▶ Given entries
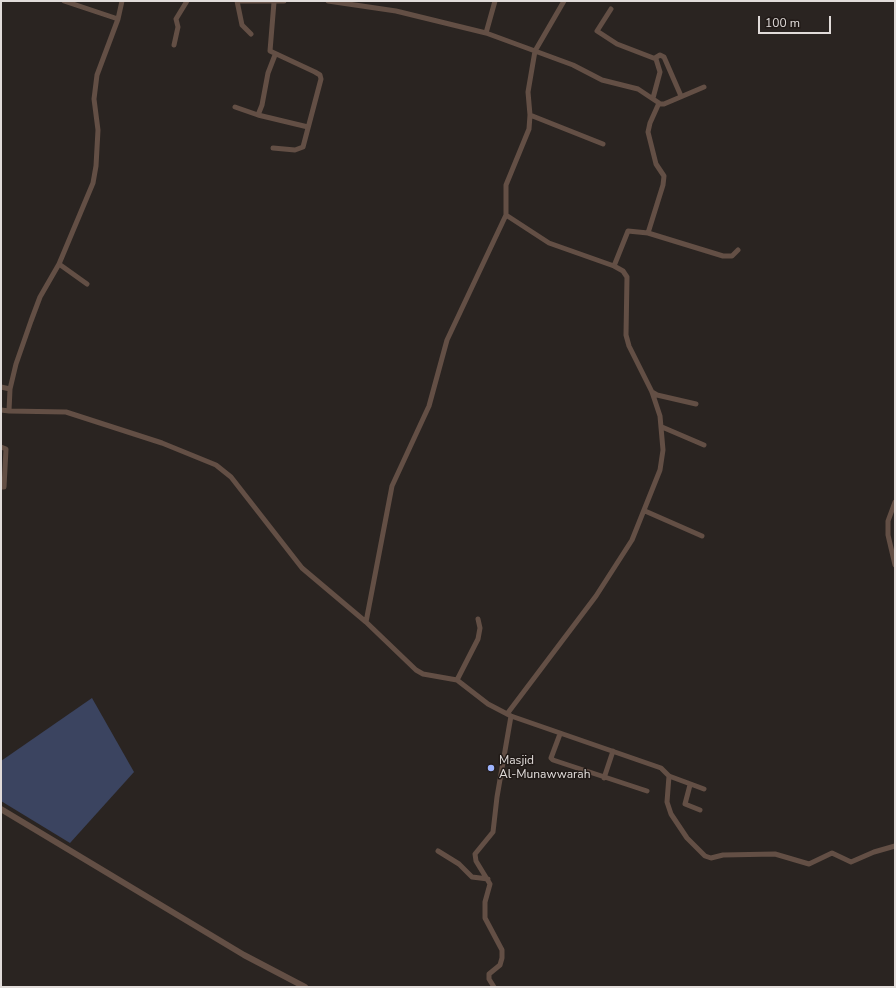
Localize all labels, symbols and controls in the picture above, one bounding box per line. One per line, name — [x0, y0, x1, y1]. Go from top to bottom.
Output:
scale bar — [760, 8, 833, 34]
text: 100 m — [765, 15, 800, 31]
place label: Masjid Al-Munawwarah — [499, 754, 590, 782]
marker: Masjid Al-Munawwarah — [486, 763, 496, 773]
...
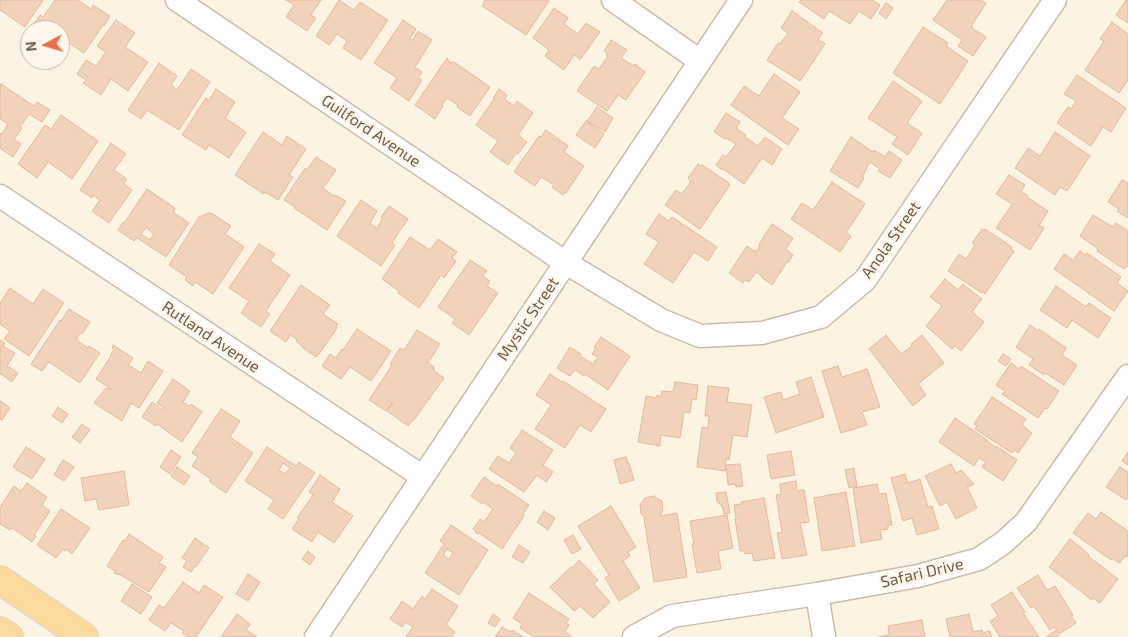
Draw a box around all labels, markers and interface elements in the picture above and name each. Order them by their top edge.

▶ Try it
Each line above that includes the word "name" is to be copied.

▶ Response
Localize all labels, symbols and controls in the picture above, one bounding box per line. One per line, name — [x0, y0, x1, y1]. Go from top to bottom.
Draw a box around all labels, markers and interface elements in the picture above and name each. Order them by their top edge.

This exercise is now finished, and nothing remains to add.